Based on this evidence, Judge Markson found that the state had met it burden to prove Brar consented to the blood draw. The court detailed its reasoning as follows: First, we have the testimony of the officer who was, after all, there. He’s in the circumstance that night. He is in the best position to determine what Mr. Brar said, and to the extent that he could, what he intended. He gave testimony, and I found his testimony to be credible, that Mr. Brar said, when asked more than once, the officer said I need to know, I need you to answer yes or no, will you submit to the test? Mr. Brar said, of course, he would submit. And the officer said that Mr. Brar said, because he didn’t want to have his license revoked, or words to that effect.

There was nothing in the videotape that was inconsistent with that. In fact, we did hear Mr. Brar, and I did hear him say this on the video: “Of course.” And then his voice kind of trailed on, but certainly what we could make out is consistent with the officer’s recollection and interpretation of Mr. Brar saying he didn’t want to have his license revoked so of course he would submit to the test.

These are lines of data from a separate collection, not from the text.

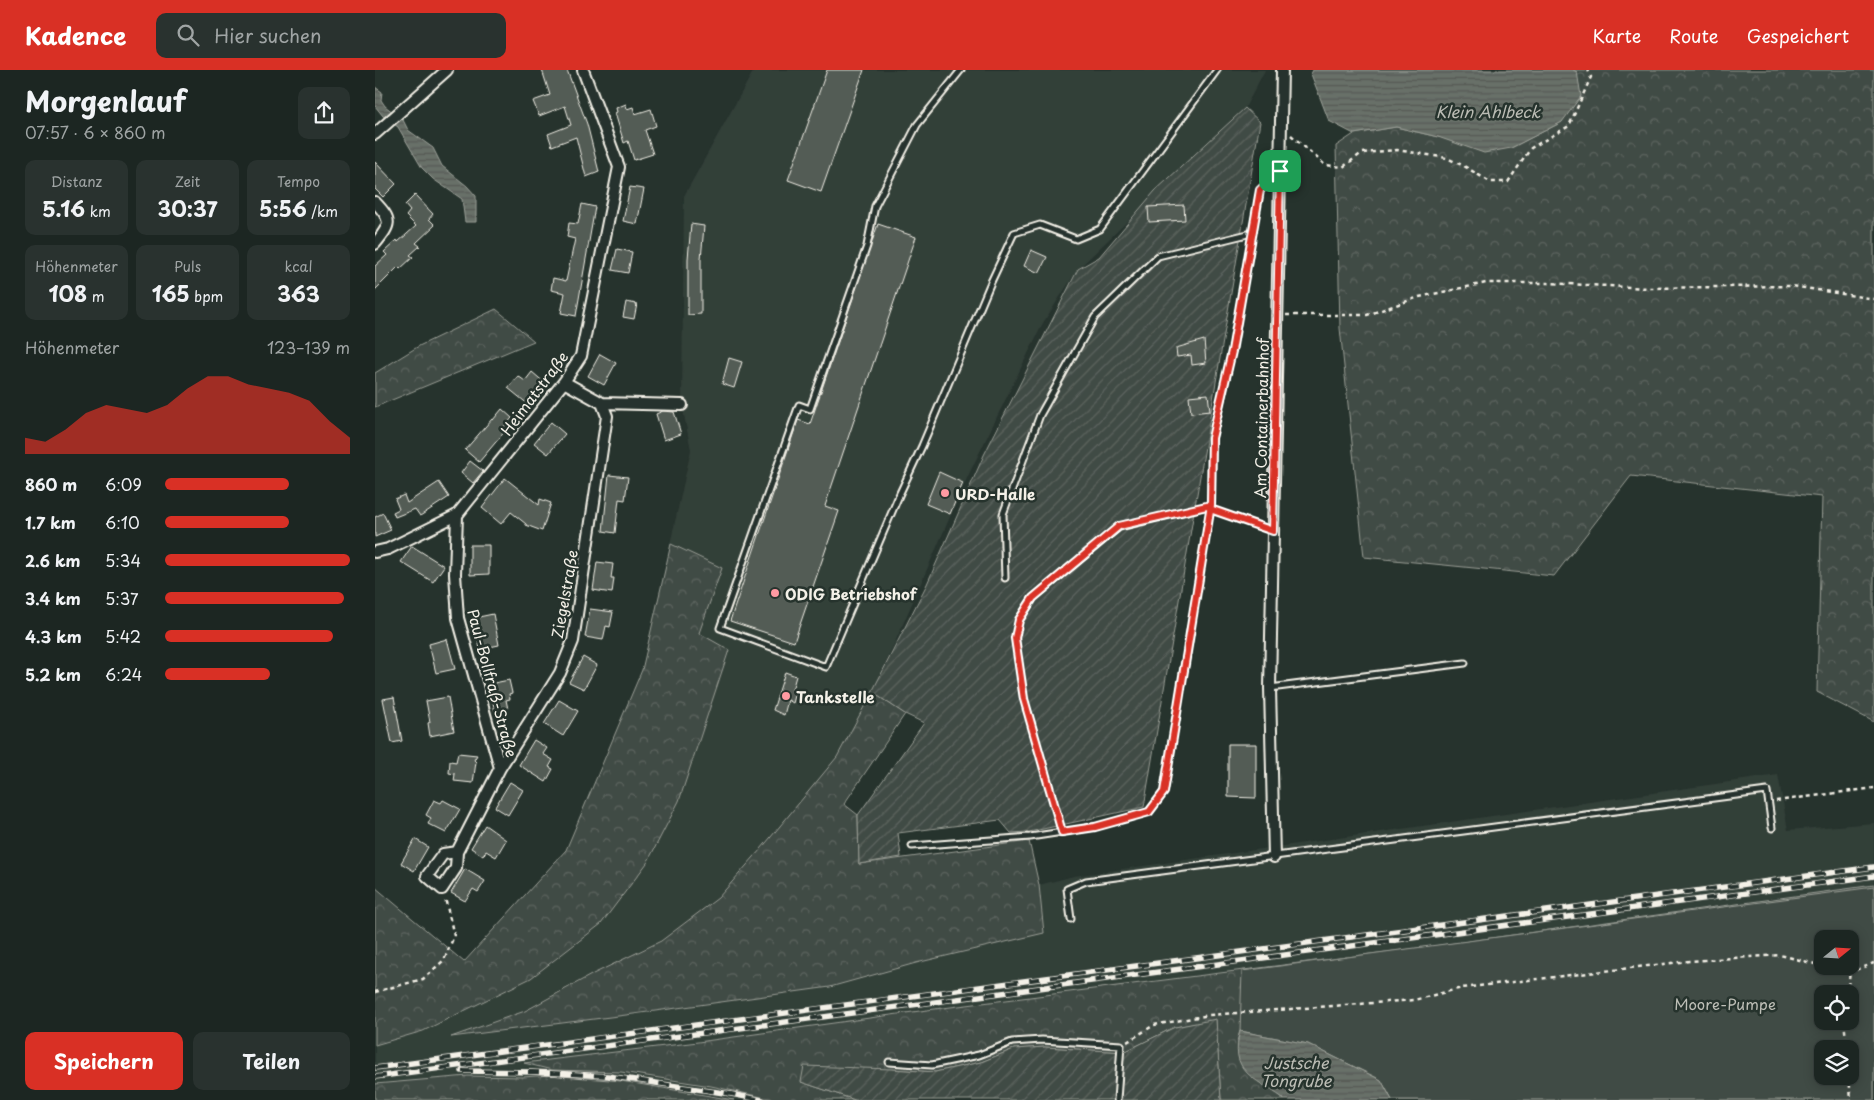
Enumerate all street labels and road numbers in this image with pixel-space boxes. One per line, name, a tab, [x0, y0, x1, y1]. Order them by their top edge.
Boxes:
street label: Am Containerbahnhof	[1248, 336, 1274, 498]
street label: Heimatstraße	[495, 346, 573, 440]
street label: Ziegelstraße	[545, 548, 583, 640]
street label: Paul-Bollfraß-Straße	[462, 606, 524, 760]

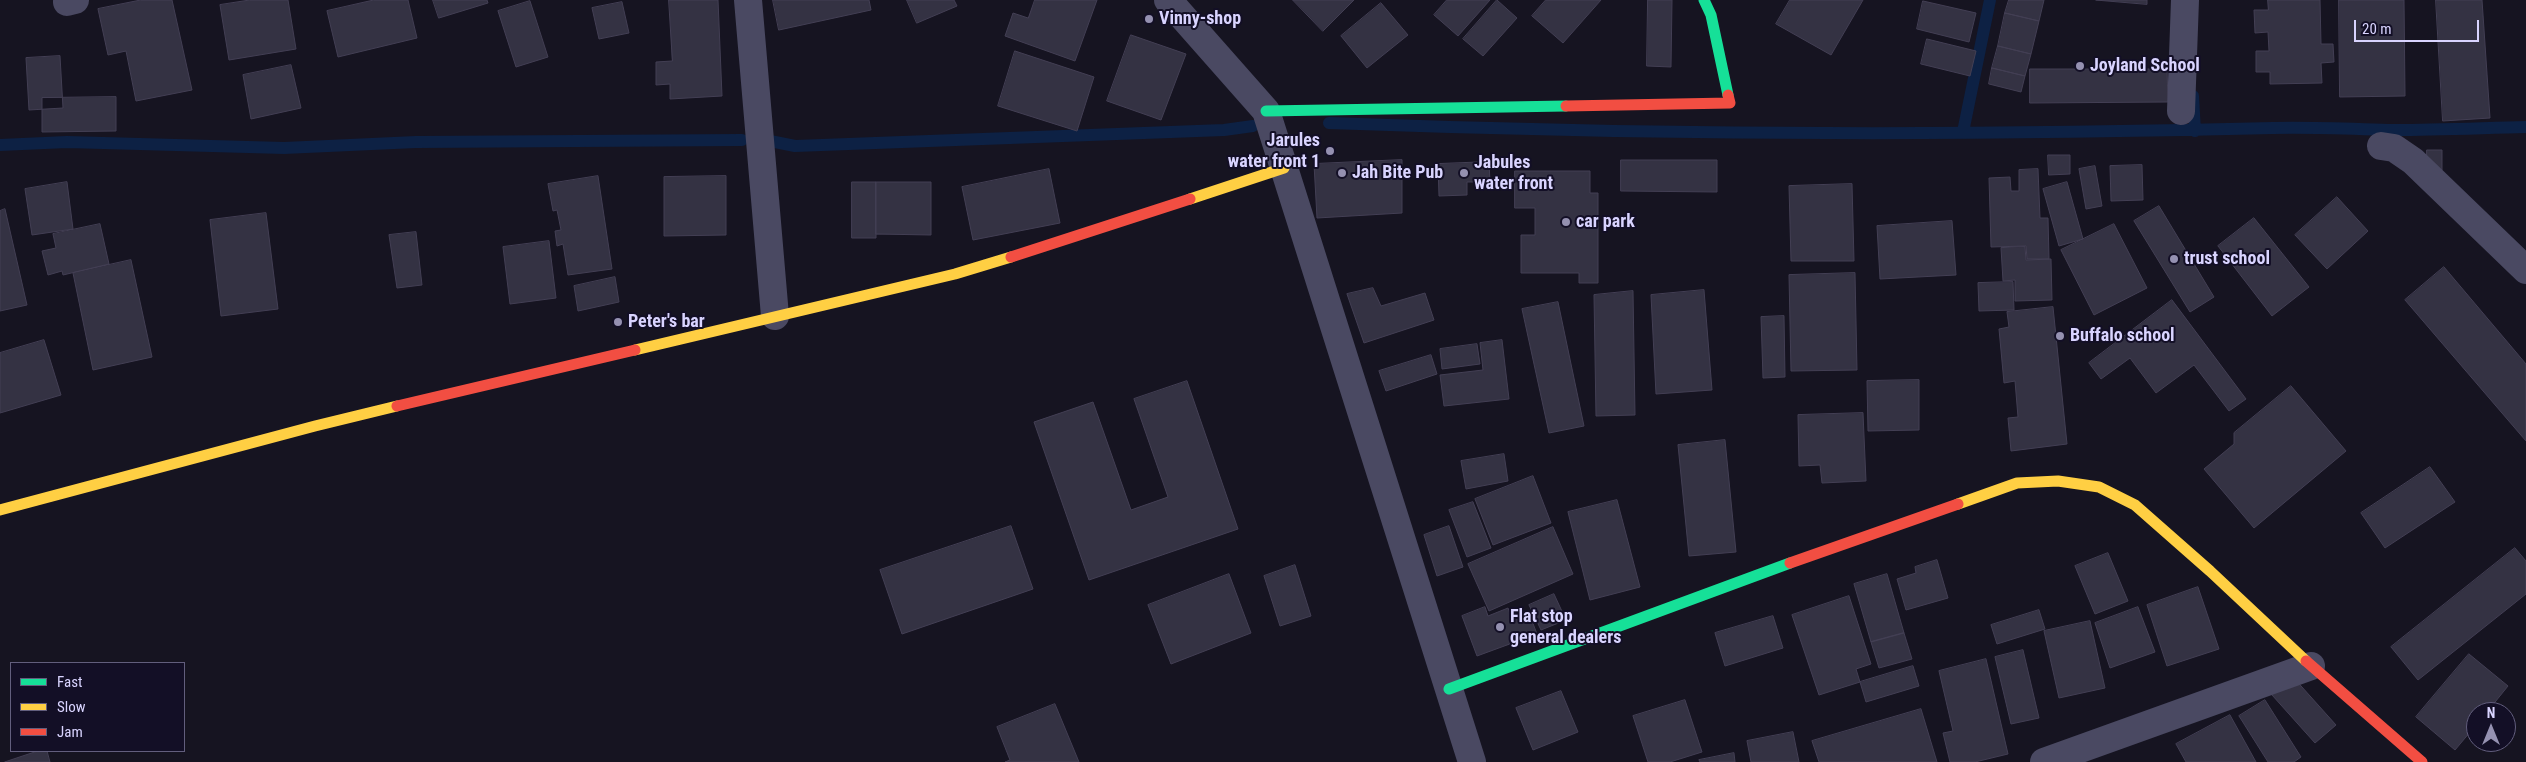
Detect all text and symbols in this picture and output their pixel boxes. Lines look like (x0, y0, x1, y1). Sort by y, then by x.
place label: Vinny-shop (1159, 8, 1241, 30)
scale bar (2356, 10, 2481, 42)
marker: Vinny-shop (1143, 13, 1155, 25)
text: 20 m (2362, 20, 2392, 38)
place label: Joyland School (2090, 55, 2200, 77)
marker: Joyland School (2074, 60, 2086, 72)
place label: Jarules water front 1 (1228, 130, 1320, 172)
marker: Jarules water front 1 (1324, 145, 1336, 157)
place label: Jabules water front (1474, 152, 1553, 194)
place label: Jah Bite Pub (1352, 162, 1443, 184)
marker: Jah Bite Pub (1336, 167, 1348, 179)
marker: Jabules water front (1458, 167, 1470, 179)
place label: car park (1576, 211, 1635, 233)
marker: car park (1560, 216, 1572, 228)
place label: trust school (2184, 248, 2270, 270)
marker: trust school (2168, 253, 2180, 265)
place label: Peter's bar (628, 311, 705, 333)
marker: Peter's bar (612, 316, 624, 328)
place label: Buffalo school (2070, 325, 2175, 347)
marker: Buffalo school (2054, 330, 2066, 342)
place label: Flat stop general dealers (1510, 606, 1621, 649)
marker: Flat stop general dealers (1494, 621, 1506, 633)
legend (10, 662, 185, 752)
text: Fast (57, 673, 82, 691)
text: Slow (57, 698, 86, 716)
north arrow (2466, 702, 2516, 752)
text: N (2487, 705, 2495, 721)
text: Jam (57, 723, 83, 741)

It does seem to me that at that point the Implied Consent Law has run its course. The officer complied with that. He read him the Informing the Accused form. Mr. Brar said of course he would submit, because he was not willing to pay the price of having his license revoked, and Padley says that’s okay.

. . . .

We continue, and I think Mr. Kaiser’s point is well taken, that the conduct of Mr. Brar that evening, while he professes some -- well, he asked a lot of questions before we even get to that point. And, after all, we do know that as a matter of fact -- well, let’s set that aside. He asked a lot of questions that evening about a lot of different things. But once the officer starts to take him for the test, there is -- and I take Ms. Schmeiser’s point that, you know, he didn’t want to resist either, but neither was there any protest that, well, wait a second, I’m not consenting, I’m not agreeing to that. You need to get a warrant for that, or anything like that, that didn’t happen. And so, again, the conduct of Mr. Brar that evening, I think, is consistent with the officer’s testimony here.

The concern that I had . . . what do you make of his statement later, shortly after he says “of course he’s going to agree to the test, because he doesn’t want his license to be revoked,” what do we make of his reference to “do you need a warrant for that” when he finds out, and it’s affirmed, that he is going to be taken for a blood test? That is open to some interpretation, I grant that.

But as I look at the evidence here, the issue is Mr. Brar’s having said of course he would consent to the test, does the officer then -- is he required to or, reasonably construed, does the statement, well, don’t you need a warrant for that, should that be taken as effectively revoking the consent that he gave? And I don’t think that that is a necessary conclusion.